Still, a win is a win is a... But a win for the wrong reason is an invitation for Supreme Court review, and that's exactly what happened in Swann. So last week, the defendant's appellate attorney spent a very uncomfortable fifteen minutes fielding questions about the ruling and acknowledging the inapplicability of Holmes, and implicitly admitting that she would have very much liked it if the author of the Swann opinion had never heard of Holmes.
There might have been a way to salvage something out of the majority appellate court opinion in Swann, but it would have been tough. There's a part of me that finds somewhat unsettling the idea that a judge can exclude a major portion of the defendant's case because he doesn't find it sufficiently reliable. Even more troubling is that the trial court's decision in that regard is normally reviewable only for abuse of discretion. And the prosecutor last week closed out the rebuttal portion of his closing argument by asking the Court that if it reverses and remands the case, it remind the appellate court to do just that.
I wouldn't be at all surprised if that's exactly what happens.
A number of interesting decisions out of the 8th District this past week, vaguely reminiscent of the final scene in Carrie, where Carrie's hand emerges from the grave to grab the arm of one of the survivors of the prom massacre.
Okay, so it wasn't anything like that. But there was some cleaning up of old business.
Several decisions by the US Supreme Court yesterday, although none that are probably of much interest to my legions of faithful readers. In one case, the Court upheld the right of states to exempt their own municipal bonds from taxation, while taxing those of other states. If you're going to read the decision, put on a pot of coffee: the case produced seven different opinions.

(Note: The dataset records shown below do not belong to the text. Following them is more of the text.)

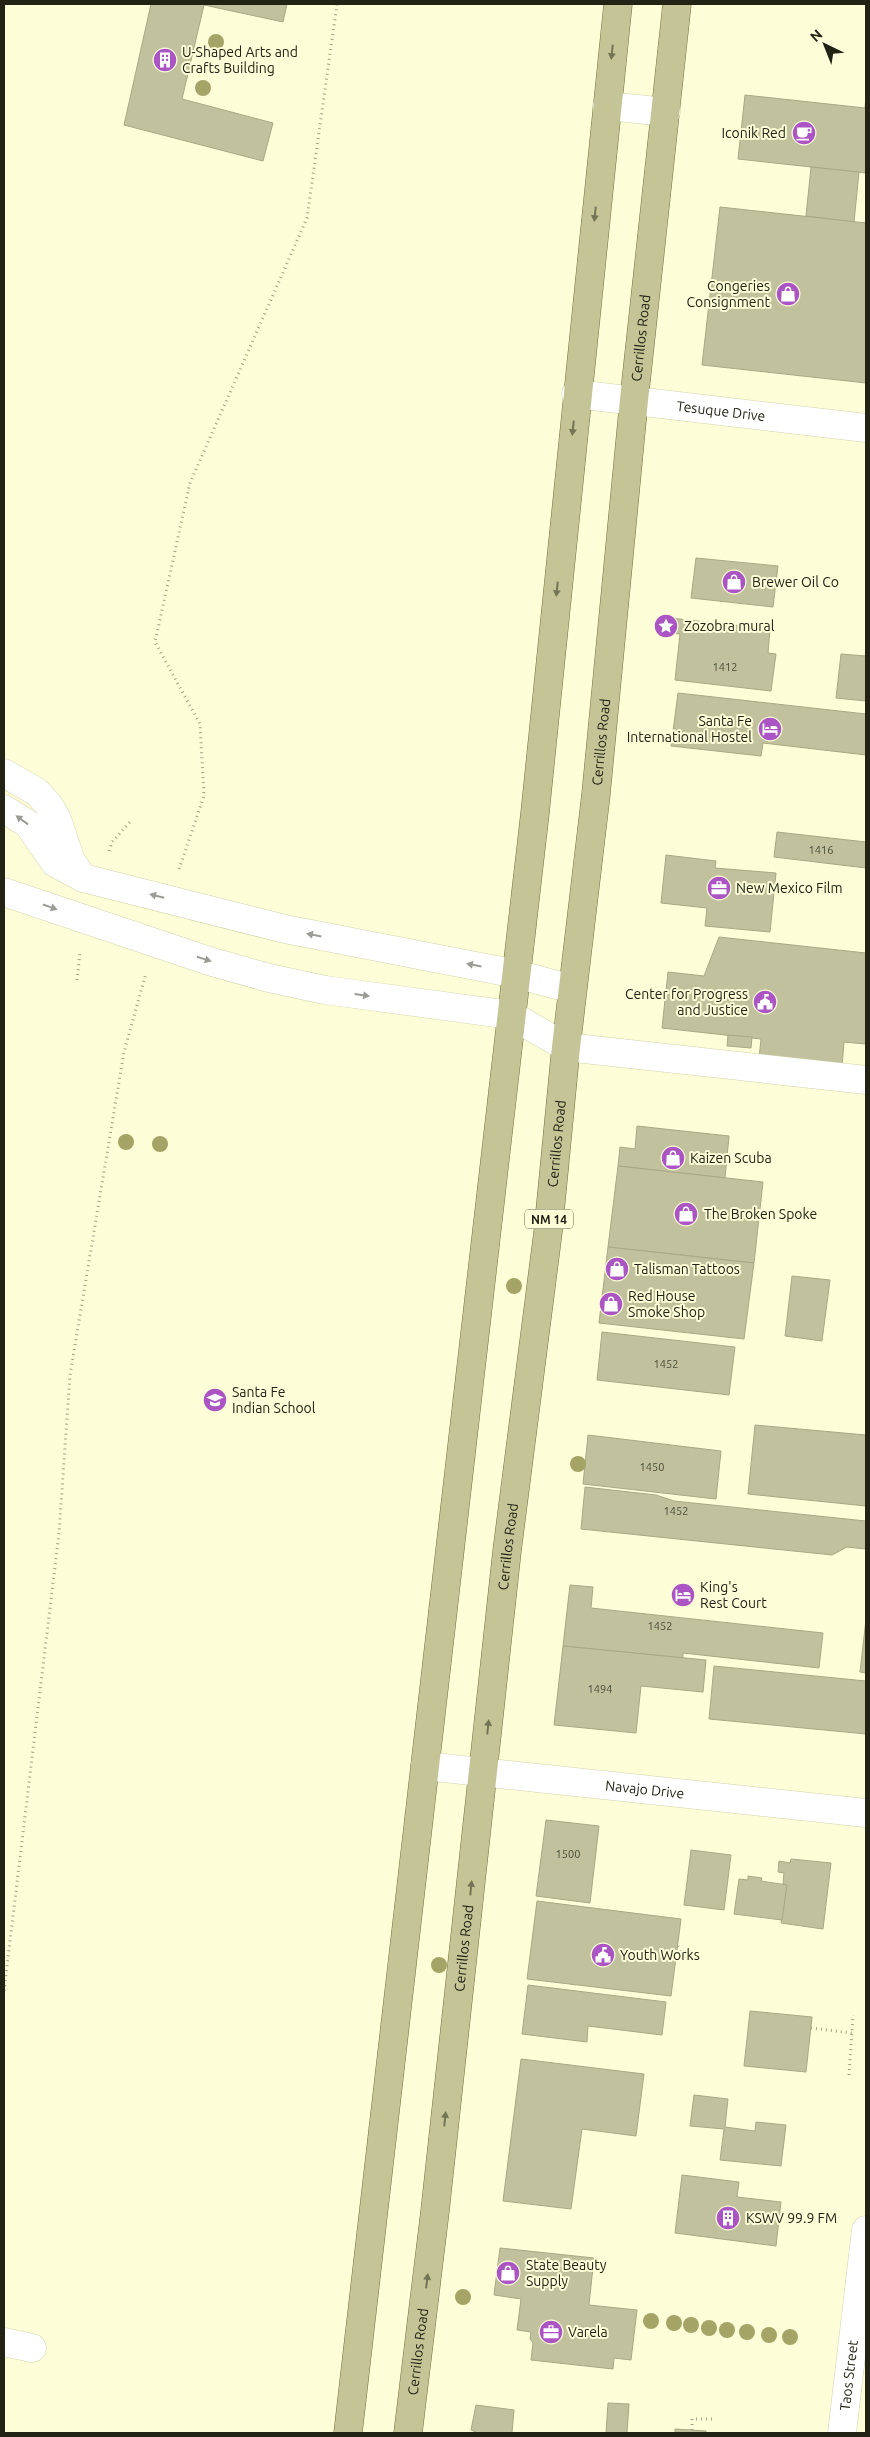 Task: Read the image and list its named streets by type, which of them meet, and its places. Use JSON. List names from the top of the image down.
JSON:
{
  "streets": {
    "main road": ["Cerrillos Road", "NM 14"],
    "street": ["Tesuque Drive", "Navajo Drive", "Taos Street"]
  },
  "crossings": [
    ["Cerrillos Road", "Tesuque Drive"],
    ["Cerrillos Road", "Navajo Drive"]
  ],
  "places": {
    "building": ["U-Shaped Arts and Crafts Building", "KSWV 99.9 FM"],
    "cafe": ["Iconik Red"],
    "shop": [
      "Congeries Consignment",
      "Brewer Oil Co",
      "Kaizen Scuba",
      "The Broken Spoke",
      "Talisman Tattoos",
      "Red House Smoke Shop",
      "State Beauty Supply"
    ],
    "place": ["Zozobra mural"],
    "hotel": ["Santa Fe International Hostel", "King's Rest Court"],
    "office": ["New Mexico Film", "Varela"],
    "public building": ["Center for Progress and Justice", "Youth Works"],
    "school or university": ["Santa Fe Indian School"]
  },
  "house_numbers": [
    "1412",
    "1416",
    "1452",
    "1450",
    "1452",
    "1452",
    "1494",
    "1500"
  ],
  "north": "top left"
}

There was also a decision on the Armed Career Criminal Act, which you probably want to read if you do Federal criminal stuff, and a decision on the guy who wanted to blow up the LA airport back in 2000.
The case with the most import was US v. Rodriguez. The defendant had been convicted of pandering child porn by offering to sell somebody obscene pictures of his daughter. Turns out he didn't have any -- of her, anyway. (He did have obscene pictures of other minors.) He argued that prosecuting him for trying to sell something he didn't have violated the First Amendment, and the 11th Circuit, for reasons known only to them and their god, bought into this. The Supremes didn't.

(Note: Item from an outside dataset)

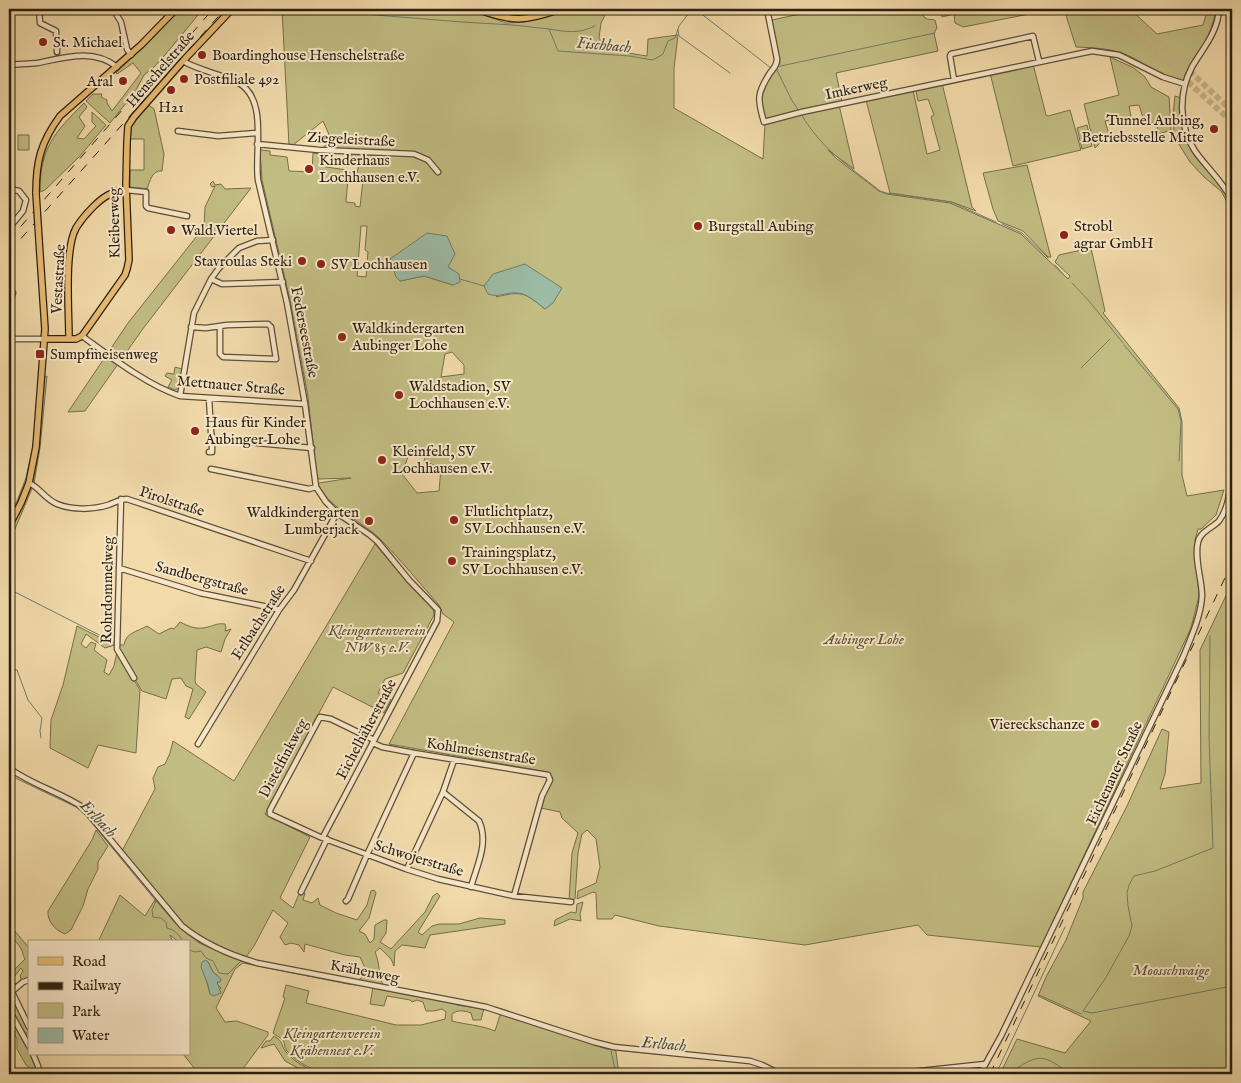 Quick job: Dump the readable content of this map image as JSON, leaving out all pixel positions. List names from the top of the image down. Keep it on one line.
{"streets":{"main road":["Henschelstraße","Kleiberweg","Vestastraße"],"street":["Imkerweg","Ziegeleistraße","Federseestraße","Mettnauer Straße","Pirolstraße","Sandbergstraße","Rohrdommelweg","Erlbachstraße","Eichelhäherstraße","Kohlmeisenstraße","Distelfinkweg","Eichenauer Straße","Schwojerstraße","Krähenweg"]},"crossings":[["Henschelstraße","Kleiberweg"],["Henschelstraße","Federseestraße"],["Ziegeleistraße","Federseestraße"],["Kleiberweg","Vestastraße"],["Kleiberweg","Mettnauer Straße"],["Federseestraße","Mettnauer Straße"],["Pirolstraße","Rohrdommelweg"],["Pirolstraße","Erlbachstraße"],["Sandbergstraße","Rohrdommelweg"],["Sandbergstraße","Erlbachstraße"],["Erlbachstraße","Eichelhäherstraße"],["Eichelhäherstraße","Kohlmeisenstraße"],["Eichelhäherstraße","Schwojerstraße"],["Kohlmeisenstraße","Distelfinkweg"],["Kohlmeisenstraße","Schwojerstraße"],["Distelfinkweg","Schwojerstraße"]],"water":["Fischbach","Erlbach"],"parks":["Kleingartenverein NW 85 e.V.","Aubinger Lohe","Moosschwaige","Kleingartenverein Krähennest e.V."],"places":{"other":["St. Michael","Boardinghouse Henschelstraße","Postfiliale 492","Aral","H21","Tunnel Aubing, Betriebsstelle Mitte","Kinderhaus Lochhausen e.V.","Burgstall Aubing","Wald.Viertel","Strobl agrar GmbH","Stavroulas Steki","SV Lochhausen","Waldkindergarten Aubinger Lohe","Waldstadion, SV Lochhausen e.V.","Haus für Kinder Aubinger Lohe","Kleinfeld, SV Lochhausen e.V.","Flutlichtplatz, SV Lochhausen e.V.","Waldkindergarten Lumberjack","Trainingsplatz, SV Lochhausen e.V.","Viereckschanze"],"transit":["Sumpfmeisenweg"]},"legend":["Road","Railway","Park","Water"]}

Probably the most noteworthy aspect of the case was that it upheld the Prosecutorial Remedies and Other Tools to end the Exploitation of Children Today Act of 2003. That, of course, translates to the PROTECT Act of 2003. This, and the USA PATRIOT Act, which stands for Uniting and Strengthening America by Providing Appropriate Tools Required to Intercept and Obstruct Terrorism (no, I'm not making that up), convince me that (a) Congress is paying someone to do nothing besides come up with this stuff, and (b) that person could probably benefit from smoking the 70 joints a day that might, just might, increase his risk of heart disease, as the study I mentioned on Friday showed. If he did, you might see a law to protect elderly medical students given the beguiling name of the Bill to Universally and Legislatively Legitimize Septuagenarian Hospital Interns Today Act of 2008.
One case that I didn't blog about when it came out was one a couple months back, Snyder v. Louisiana. It involved a Batson challenge, with the Court deciding that a prosecutor's reasons for striking a black juror in a death penalty case were insufficient to establish a race-neutral justification. It's hard to discern a specific holding from Snyder, other than that examination of Batson challenges might not require as much deference to the trial court's determinations as prior cases have held.
In fact, Snyder might be one of those rare cases where the Supreme Court accepts certiorari not because of some overarching issue of constitutional law, but simply to correct a wrong. The case involved a black man accused of slashing his estranged wife and her boyfriend, killing the latter. The prosecutor had not only used his peremptories to strike all five blacks on the jury panel, but then repeatedly told the jury that it was "another OJ Simpson case."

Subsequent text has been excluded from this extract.